Crypto Tax - Heading into Tax Season
Three important points
Crypto Tax Has Many Areas for Improvement
According to the current announcements by the tax authority in Japan, crypto-to-fiat and crypto-to-crypto trades are both considered tax events.
Though this is the global trend with crypto-taxes, when you think about how crypto technically works, it’s difficult to wrap your head around why one would consider crypto-to-crypto trades taxable.
Technically speaking, when you’re trading cryptos, you’re just exchanging a random string of letters and numbers.
Why would anyone think about taxing an exchange of letters and numbers?
When discussing crypto taxes, one should focus not on just the theoretical concepts, but also on the fact that crypto-to-crypto taxes are impeding technological advancement.
Up until now, the individual crypto blockchains existed in isolation from one another.
i.e. For example, there was no interaction between the Bitcoin chain and the EOS chain.
But now, innovation has been made in the area of blockchain interaction and I expect to see multiple chains interacting with one another during this year.
This technology is called Inter Blockchain Communication, or IBC.
If IBC is successfully implemented, not only will you be able to send tokens from one chain to another, you can increase the capacity of a network by running chains in parallel.
For blockchains to achieve worldwide level adoption, scalability is one of the important challenges in need of a solution.
IBC is a technology that could lead to a better future.
For IBC to get a fair chance at taking a shot at solving the scalability challenge, crypto-to-crypto taxation has to go.
Crypto-to-crypto taxation is an impediment to technological innovation.
As such, crypto tax needs to be considered from multiple angles and what is most important is for crypto users to have their own view on taxes.
Crypto/Blockchain is a new technology and the rules are being built as we speak.
If we’re going to implement rules, let’s make sure that they are rules that make the future a better place.
Having said that, with tax season right around the corner, here are three basic but important points crypto users need to consider.
- Hold on to those receipts
- Understand the situation of domestic exchanges
- If you don’t own your private keys, you don’t own your crypto
Hold On to Those Receipts
You can offset crypto gains with related expenses so make sure you retain receipts that you think are related with your crypto trades.
Purchases such as books, PCs, wallets, tickets to seminars can be considered examples of such expenses.
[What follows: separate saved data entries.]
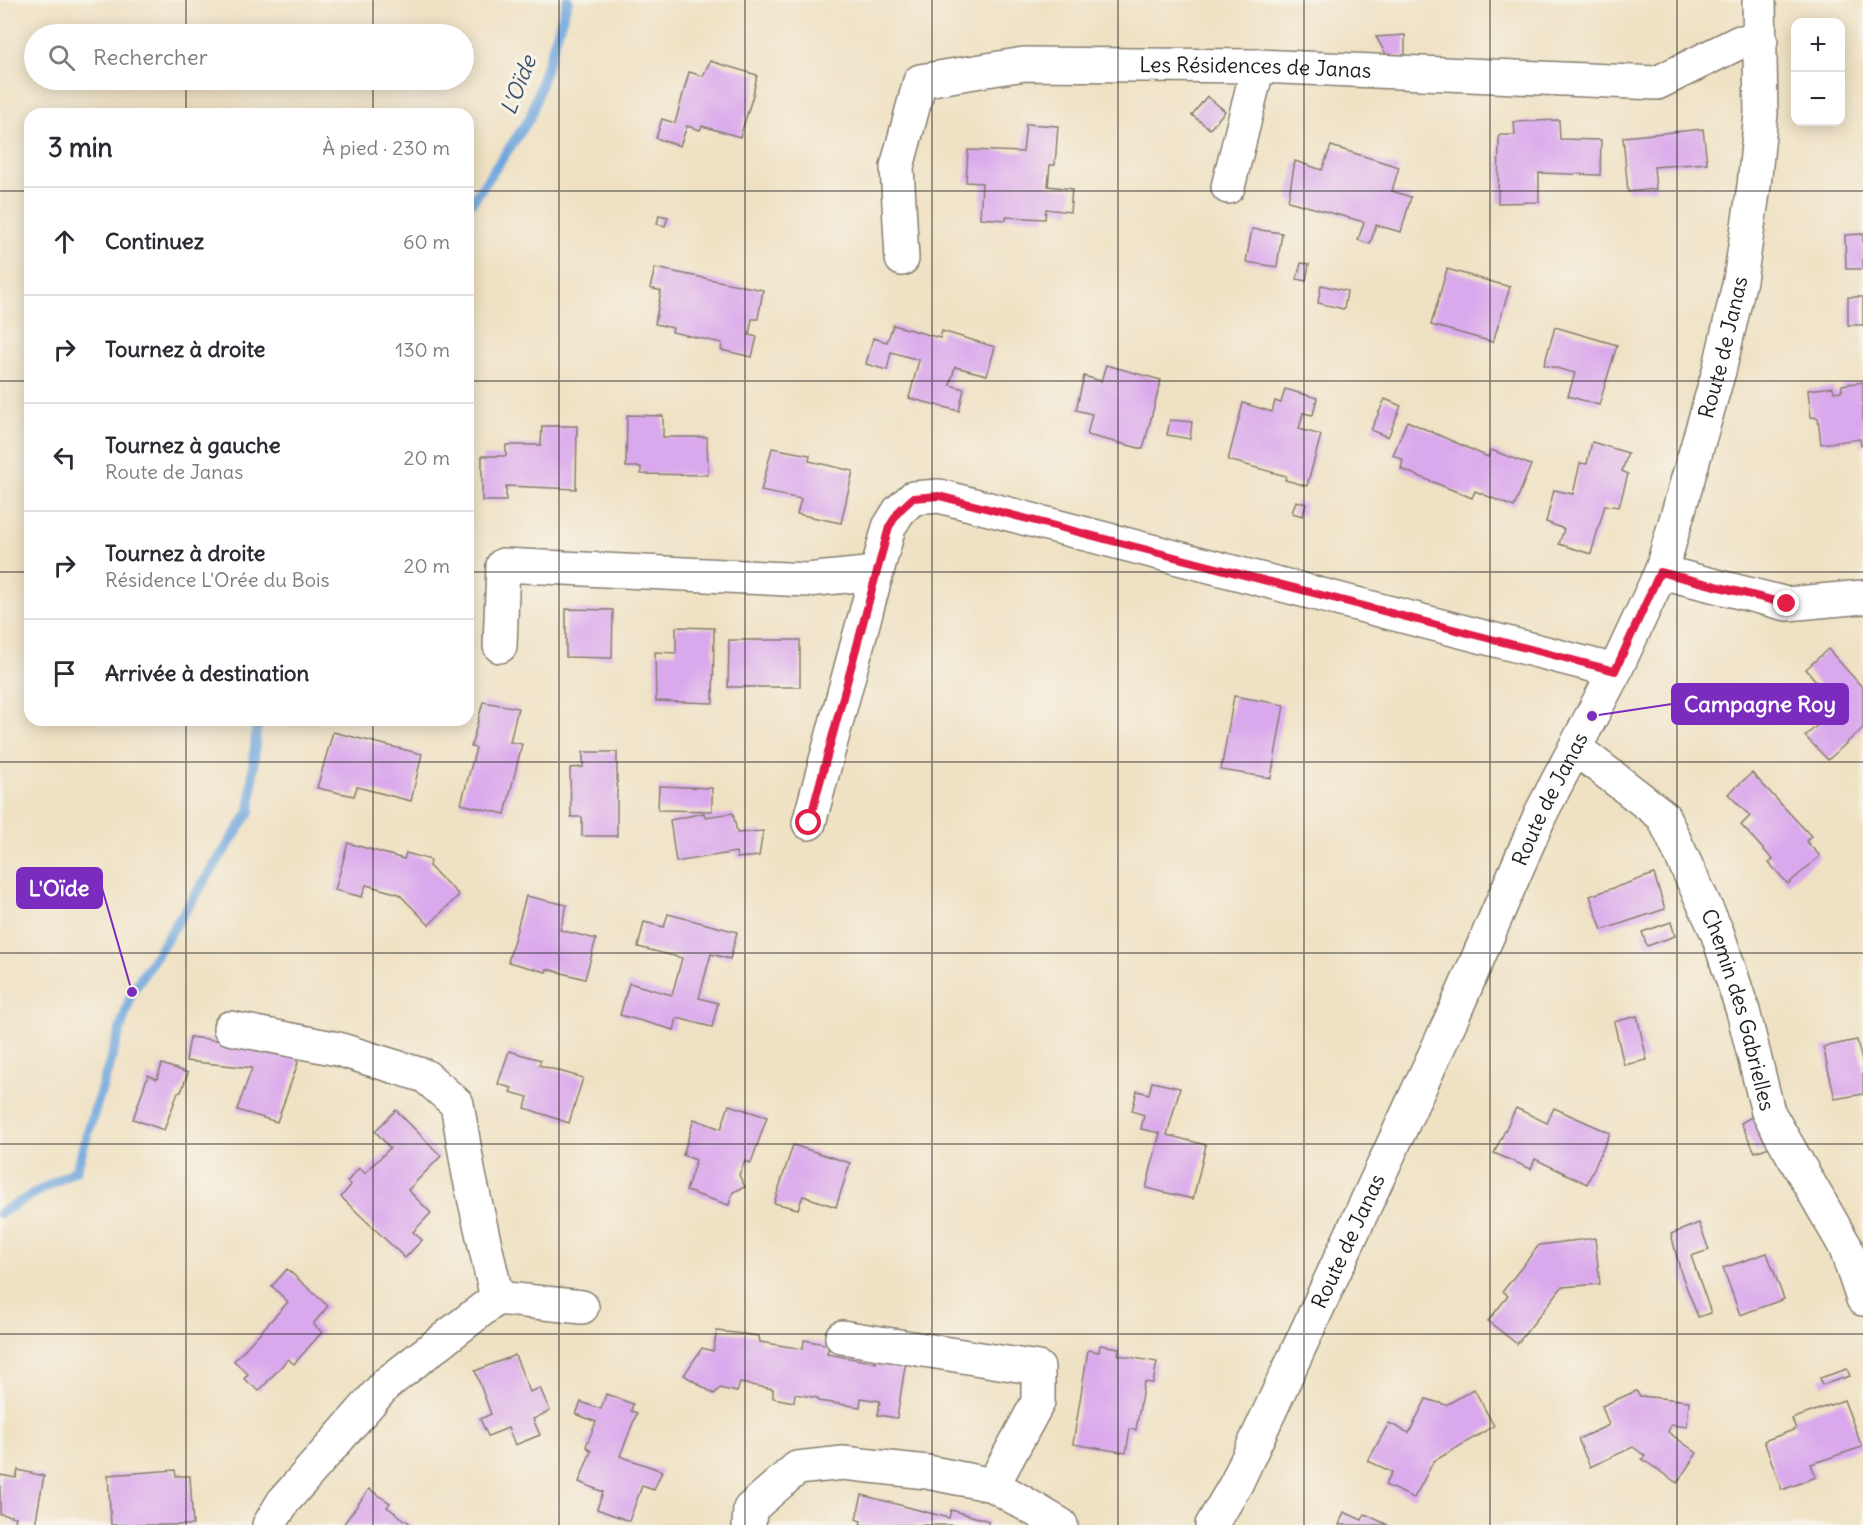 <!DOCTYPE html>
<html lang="fr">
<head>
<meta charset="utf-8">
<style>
	:root { --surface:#fff; --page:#f7f7f7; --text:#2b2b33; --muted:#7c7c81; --line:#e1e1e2 }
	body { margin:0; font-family:Delius,sans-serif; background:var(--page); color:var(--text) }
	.controls { position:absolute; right:18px; top:18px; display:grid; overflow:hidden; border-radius:12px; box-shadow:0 3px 15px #0003 }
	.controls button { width:54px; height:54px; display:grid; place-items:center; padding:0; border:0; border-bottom:2px solid var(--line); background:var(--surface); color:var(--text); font:30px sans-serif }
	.stop { position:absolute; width:18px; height:18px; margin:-14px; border:4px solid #e11d48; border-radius:50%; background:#fff }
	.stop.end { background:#e11d48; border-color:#fff; box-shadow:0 2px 6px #0008 }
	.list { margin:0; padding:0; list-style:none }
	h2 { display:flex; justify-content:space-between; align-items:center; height:78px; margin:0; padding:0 24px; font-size:26px }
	h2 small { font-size:20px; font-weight:400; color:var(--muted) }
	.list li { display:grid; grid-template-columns:39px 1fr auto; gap:18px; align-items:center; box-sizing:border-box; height:108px; padding:0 24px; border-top:2px solid var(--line) }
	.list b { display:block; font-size:22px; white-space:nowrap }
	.list p { margin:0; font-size:20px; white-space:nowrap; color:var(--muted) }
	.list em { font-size:20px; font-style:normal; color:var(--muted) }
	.icon { flex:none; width:33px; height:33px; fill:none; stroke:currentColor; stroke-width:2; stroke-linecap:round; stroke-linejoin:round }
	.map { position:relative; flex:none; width:1863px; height:1525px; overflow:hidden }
	.search { position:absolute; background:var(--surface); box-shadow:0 3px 15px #0003; left:24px; top:24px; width:450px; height:66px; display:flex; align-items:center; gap:15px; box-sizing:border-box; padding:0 21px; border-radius:33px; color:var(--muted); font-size:22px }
	.panel { position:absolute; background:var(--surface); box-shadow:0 3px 15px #0003; left:24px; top:108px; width:450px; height:618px; border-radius:18px }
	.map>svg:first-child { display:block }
</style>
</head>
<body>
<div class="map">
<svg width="1863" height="1525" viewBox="0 0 1863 1525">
	<rect width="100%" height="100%" fill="#f7f3e8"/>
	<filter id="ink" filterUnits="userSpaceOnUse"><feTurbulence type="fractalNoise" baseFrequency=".0167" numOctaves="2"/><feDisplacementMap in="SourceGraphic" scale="12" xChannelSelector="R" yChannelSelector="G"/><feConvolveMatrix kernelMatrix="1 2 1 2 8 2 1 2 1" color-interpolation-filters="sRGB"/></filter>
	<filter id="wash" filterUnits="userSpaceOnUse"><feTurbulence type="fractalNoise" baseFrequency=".008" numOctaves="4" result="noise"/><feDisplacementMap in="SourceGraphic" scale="24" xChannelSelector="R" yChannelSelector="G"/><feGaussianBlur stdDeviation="1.35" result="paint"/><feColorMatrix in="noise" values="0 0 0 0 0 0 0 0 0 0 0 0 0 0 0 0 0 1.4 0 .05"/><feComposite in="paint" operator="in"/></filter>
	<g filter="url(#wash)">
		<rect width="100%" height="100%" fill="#efe1c3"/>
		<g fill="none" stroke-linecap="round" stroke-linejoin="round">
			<g stroke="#6ea6dd" stroke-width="10">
				<path d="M468 205 473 201 530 118 568 0"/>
				<path d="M0 1213 76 1170 132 992 250 811 257 720"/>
			</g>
		</g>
		<g id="blocks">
			<g fill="#daa8ec">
				<path d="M1405 35V57L1387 56 1376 37Z"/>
				<path d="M710 61 757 75 753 95 740 137 702 126 700 130 687 126 680 146 656 138 662 119 675 123 689 72 703 76Z"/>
				<path d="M1207 96 1225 111 1210 129 1192 115Z"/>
				<path d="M1559 120 1560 139 1601 140 1600 175 1539 173V202L1498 203 1499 135H1515L1514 122Z"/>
				<path d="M1026 124 1058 126 1055 165H1050L1048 186 1072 189 1070 212 1046 209 1045 219 1006 217V220L980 218 982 183 966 182 968 150 1023 152Z"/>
				<path d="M1703 129 1707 163 1654 167 1656 189 1628 192 1623 137Z"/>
				<path d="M1331 146 1399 167 1392 191 1411 197 1401 232 1376 225 1370 244 1358 240 1364 222 1288 201 1295 161 1322 170Z"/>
				<path d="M659 215 668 217 665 226 657 224Z"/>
				<path d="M1252 229 1282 233 1277 267 1246 262Z"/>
				<path d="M1863 234V269H1846L1845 235Z"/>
				<path d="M1301 263 1309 264 1306 281 1297 279Z"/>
				<path d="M655 268 763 290 758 319H752L749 335 757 337 752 357 721 350 722 343 672 332 673 328 655 324 661 291 650 288Z"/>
				<path d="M1447 269 1510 287 1493 342 1431 325Z"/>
				<path d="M1321 285 1347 291 1344 309 1318 303Z"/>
				<rect x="1848" y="297" width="15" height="28"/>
				<path d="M893 325 940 338 942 331 995 347 987 375 955 367 950 385 964 389 959 411 909 398 919 360 891 352 887 370 866 364 873 338 887 342Z"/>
				<path d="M1555 327 1617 345 1599 405 1568 396 1575 373 1544 365Z"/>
				<path d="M1106 365 1161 380 1143 449 1087 435 1092 414 1076 410 1084 376 1101 381Z"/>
				<path d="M1863 382V445H1861L1860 439 1821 444 1818 418 1811 417 1808 390 1833 387 1834 392 1842 391V385Z"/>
				<path d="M1285 389 1317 398 1313 415 1303 413 1299 429 1321 435 1307 486 1285 480 1286 476 1228 460 1243 403 1272 412 1275 401 1281 403Z"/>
				<path d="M1385 399 1401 406 1388 437 1371 430Z"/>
				<path d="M627 415 663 416V437H707L708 475 641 474V467H626Z"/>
				<path d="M1170 420 1192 422 1190 439 1167 435Z"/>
				<path d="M1407 421 1488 457 1491 450 1531 465 1514 507 1475 491 1472 498 1401 469 1403 460 1393 455Z"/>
				<path d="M542 426H577L576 489 506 486V501H482V456H506V445H541Z"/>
				<path d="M1592 442 1628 453 1622 471 1628 474 1619 507 1605 505 1591 554 1559 544 1564 529 1546 522 1554 490 1573 494 1580 463 1587 464Z"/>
				<path d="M772 448 810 455 809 461 853 471 841 523 797 514 801 499 761 491Z"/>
				<path d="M1296 501 1306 504 1303 516 1292 513Z"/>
				<path d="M566 609 613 610 612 658 566 657Z"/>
				<path d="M676 627 714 628 713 703 656 701 655 652 676 653Z"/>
				<path d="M729 640H800V687H728Z"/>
				<path d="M1828 649 1863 688V728L1828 760 1805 736 1838 708 1806 669Z"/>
				<path d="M1234 696 1284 705 1271 778 1221 770Z"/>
				<path d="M483 702 518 708 510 742 522 744 505 814 461 804 476 748 471 747Z"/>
				<path d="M333 732 422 754 411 801 357 787 354 796 317 788Z"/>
				<path d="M583 752H617V836H582V817H571L570 768 583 767Z"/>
				<path d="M1752 773 1811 836 1806 841 1820 856 1788 884 1769 863 1773 860 1741 825 1750 816 1728 794Z"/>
				<path d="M659 786 712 788V811L658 810Z"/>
				<path d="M704 813 705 817 733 813 737 833 763 831 759 856 737 858 736 852 676 862 670 820Z"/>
				<path d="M348 843 404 859 406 853 431 860 429 866 459 895 429 925 399 894 366 885 362 897 335 890Z"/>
				<path d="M1654 874 1665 909 1602 930 1590 896Z"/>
				<path d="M526 896 567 905 560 930 596 939 585 979 547 969 546 972 508 962Z"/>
				<path d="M668 914 737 932 730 959 711 954 699 998 718 1003 712 1027 677 1018 674 1030 620 1015 629 983 672 995 682 958 638 947 644 922 664 927Z"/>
				<path d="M1671 922 1675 936 1647 946 1642 932Z"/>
				<path d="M1637 1016 1647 1060 1624 1065 1614 1022Z"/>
				<path d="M190 1037 291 1049 298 1063 277 1122 237 1110 252 1068 186 1061Z"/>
				<path d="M1857 1040 1863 1066V1094L1835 1099 1823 1047Z"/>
				<path d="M509 1051 541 1060 539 1065 583 1078 569 1123 525 1108 528 1097 510 1092 512 1088 498 1084Z"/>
				<path d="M162 1064 188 1073 181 1092H178L164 1130 133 1119 148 1075 157 1079Z"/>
				<path d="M1152 1082 1180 1088 1167 1135 1206 1145 1193 1199 1146 1188 1160 1133 1141 1129 1144 1115 1132 1111 1137 1091 1149 1094Z"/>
				<path d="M729 1105 767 1117 751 1163 745 1161 739 1175 745 1187 733 1192 729 1205 686 1191 696 1160 683 1155 694 1119 721 1129Z"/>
				<path d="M1516 1108 1547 1123 1554 1108 1610 1133 1587 1184 1535 1159 1531 1169 1494 1153Z"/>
				<path d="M396 1110 441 1156 408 1190 431 1213 413 1232 422 1240 405 1258 341 1197 351 1185 347 1182 359 1168 365 1173 390 1148 375 1131Z"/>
				<path d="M1756 1114 1772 1146 1755 1152 1741 1123Z"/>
				<path d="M793 1145 850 1163 836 1207 803 1196 798 1209 774 1203Z"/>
				<path d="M1699 1223 1709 1250 1691 1256 1711 1313 1698 1317 1681 1273 1671 1234Z"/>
				<path d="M1595 1238 1600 1284 1562 1287 1517 1344 1488 1321 1508 1296 1503 1291 1539 1245Z"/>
				<path d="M1767 1253 1784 1299 1740 1315 1723 1268Z"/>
				<path d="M287 1269 328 1306 313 1324 322 1332 294 1364 288 1359 259 1391 244 1379 248 1374 234 1361 288 1302 272 1286Z"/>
				<path d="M717 1331 759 1336 760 1342 803 1349 804 1340 829 1345 827 1354 876 1363 878 1354 906 1360 897 1418 878 1415 880 1401 861 1398 860 1407 818 1401V1398L795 1394 794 1402 773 1398V1389L740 1383 737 1392 720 1388 714 1394 684 1375 702 1348 713 1351Z"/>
				<path d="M1100 1345 1119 1348 1118 1355 1157 1362 1153 1383 1144 1382 1136 1430 1130 1429 1126 1453 1073 1444 1088 1350 1099 1352Z"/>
				<path d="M515 1355 530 1392 540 1388 550 1411 533 1419 540 1435 515 1445 508 1428 488 1436 480 1419 491 1414 475 1371Z"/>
				<path d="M1847 1369 1850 1376 1822 1385 1820 1378Z"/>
				<path d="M1474 1389 1494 1426 1434 1461 1414 1498 1385 1485 1392 1472 1368 1461 1389 1423 1409 1433 1426 1399 1446 1405Z"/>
				<path d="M1636 1391 1640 1396 1689 1401 1687 1427 1671 1425 1668 1432 1697 1453 1677 1483 1642 1459 1645 1456 1633 1447 1590 1467 1578 1439 1609 1425 1602 1406Z"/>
				<path d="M606 1394 633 1404 631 1411 637 1413 620 1456 662 1471 654 1490 642 1486 629 1521 597 1509 603 1492 579 1482 591 1451 586 1446 596 1422 576 1414 581 1402 601 1409Z"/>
				<path d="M1844 1400 1862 1447 1811 1464 1816 1477 1782 1490 1764 1441 1796 1429 1792 1419Z"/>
				<path d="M18 1470 44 1476 35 1525H14L16 1517 0 1514V1475L16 1478Z"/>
				<path d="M175 1470 176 1476H190L193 1525H111L108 1475Z"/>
				<path d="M369 1489 390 1503 387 1507 412 1525H343Z"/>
				<path d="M862 1495 949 1518 951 1510 989 1521 987 1525H860L861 1521 856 1519Z"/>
				<path d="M1344 1512 1362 1520 1365 1514 1388 1525H1339Z"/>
			</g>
		</g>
	</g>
	<g filter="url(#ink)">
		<use href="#blocks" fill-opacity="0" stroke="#867e70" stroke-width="1.5"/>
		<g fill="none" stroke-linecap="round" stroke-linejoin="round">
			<defs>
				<g id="minor">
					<path d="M1228 187 1258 66"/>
					<path id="s1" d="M902 259 897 167 920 81 1024 64 1258 66 1657 83 1740 42 1761 41"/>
					<path d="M1661 572 1787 604 1863 597"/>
					<path d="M500 646 503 565 807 580 876 573"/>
					<path id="s2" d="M1575 748 1663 816 1717 932 1743 1011 1768 1112 1845 1246 1863 1299"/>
					<path d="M809 823 889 527 899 511 913 498 939 496 1615 671"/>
					<path d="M230 1028 338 1049 425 1076 457 1104 469 1175 497 1298"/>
					<path d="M842 1337 1038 1368V1402L993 1485 1061 1525"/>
					<path d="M269 1525 283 1502 386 1384 497 1298 582 1307"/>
					<path d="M749 1525 750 1509 797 1468 843 1463 927 1472 993 1485"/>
					<path id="s3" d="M1212 1525 1236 1484 1455 1011 1541 813 1615 671 1661 572 1719 371 1740 280 1754 186 1761 113 1759 0"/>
				</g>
			</defs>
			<use href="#minor" stroke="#867e70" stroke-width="36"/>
			<use href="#minor" stroke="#fff" stroke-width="33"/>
		</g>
	</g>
	<g fill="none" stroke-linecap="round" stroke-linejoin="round" filter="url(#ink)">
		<path stroke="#e11d48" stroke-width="8" d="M809 823 889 527 899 511 913 498 939 496 1615 671 1660 572 1787 604"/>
	</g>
	<path fill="none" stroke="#1c1c1c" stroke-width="1.5" stroke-opacity="0.55" d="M186 0V34M373 0V34M559 0V1525M745 0V1525M932 0V1525M1118 0V1525M1304 0V1525M1490 0V1525M1677 0V1525M186 80V114M373 80V114M0 191H30M468 191H1863M0 381H30M468 381H1863M0 572H30M468 572H1863M186 720V1525M373 720V1525M0 762H1863M0 953H1863M0 1144H1863M0 1334H1863"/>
	<g text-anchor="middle" stroke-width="6" stroke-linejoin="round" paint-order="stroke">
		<g font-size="21" fill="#1c1c1c" stroke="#f7f3e8">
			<text dy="7" stroke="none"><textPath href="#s1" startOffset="518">Les Résidences de Janas</textPath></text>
			<text dy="7" stroke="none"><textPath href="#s3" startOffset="1287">Route de Janas</textPath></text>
			<text dy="7" stroke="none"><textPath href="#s3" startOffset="801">Route de Janas</textPath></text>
			<text dy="7" stroke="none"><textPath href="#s2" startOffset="320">Chemin des Gabrielles</textPath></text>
			<text dy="7" stroke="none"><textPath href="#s3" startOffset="315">Route de Janas</textPath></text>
		</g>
		<g font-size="22" font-style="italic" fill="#3d5369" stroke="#f7f3e8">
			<text transform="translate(518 85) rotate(-69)" y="8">L'Oïde</text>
		</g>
	</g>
	<path fill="none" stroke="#7b2cbf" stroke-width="2" d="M1592 716L1672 704M132 992L102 888"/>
	<g fill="#7b2cbf" stroke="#f7f3e8" stroke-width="2">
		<circle cx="1592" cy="716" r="6"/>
		<circle cx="132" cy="992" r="6"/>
	</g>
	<g fill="#7b2cbf" stroke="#7b2cbf" stroke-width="2">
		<rect x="1672" y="684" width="176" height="40" rx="6"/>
		<rect x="17" y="868" width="85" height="40" rx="6"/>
	</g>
	<g font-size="22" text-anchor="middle" font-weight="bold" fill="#fff">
		<text x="1760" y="712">Campagne Roy</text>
		<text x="59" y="896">L'Oïde</text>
	</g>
</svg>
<div class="controls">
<button>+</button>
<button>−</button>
</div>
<div class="stop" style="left:809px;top:823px"></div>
<div class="stop end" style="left:1787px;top:604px"></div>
<div class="search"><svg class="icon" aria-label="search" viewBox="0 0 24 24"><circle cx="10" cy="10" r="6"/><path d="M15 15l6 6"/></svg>Rechercher</div>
<section class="panel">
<h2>3 min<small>À pied · 230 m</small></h2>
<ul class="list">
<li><svg class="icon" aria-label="ahead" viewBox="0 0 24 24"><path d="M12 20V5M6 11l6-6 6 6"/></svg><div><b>Continuez</b></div><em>60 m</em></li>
<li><svg class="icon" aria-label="right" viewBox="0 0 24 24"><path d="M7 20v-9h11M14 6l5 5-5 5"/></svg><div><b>Tournez à droite</b></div><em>130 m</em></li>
<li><svg class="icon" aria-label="left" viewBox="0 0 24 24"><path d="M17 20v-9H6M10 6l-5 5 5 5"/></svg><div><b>Tournez à gauche</b><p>Route de Janas</p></div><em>20 m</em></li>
<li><svg class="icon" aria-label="right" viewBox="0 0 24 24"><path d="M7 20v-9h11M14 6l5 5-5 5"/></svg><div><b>Tournez à droite</b><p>Résidence L'Orée du Bois</p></div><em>20 m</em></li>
<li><svg class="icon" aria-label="arrive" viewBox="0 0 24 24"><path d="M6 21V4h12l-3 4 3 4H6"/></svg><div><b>Arrivée à destination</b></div></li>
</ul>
</section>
</div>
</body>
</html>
When in doubt, keep the receipts just in case.
Understand the Situation of Domestic Exchanges
One needs to act with the assumption that the authorities have access to information regarding transactions that occur on domestic exchanges.
If you value privacy, this is something that you have to consider when transacting on regulated exchanges.
If You Don't Own Your Private Keys, You Don't Own Your Crypto
Crypto that you have on exchanges are not your crypto.
Unfortunate as it is, exchanges will probably continue to be hacked in the future.
As the adage goes “If you don’t own your private keys, you don’t own your crypto”.
You can only consider crypto that you have in your wallet to be truly yours.
Even from a tax perspective, there are limitations on losses that can be taken on coins that are lost from hacks so make sure that you take control of you own crypto.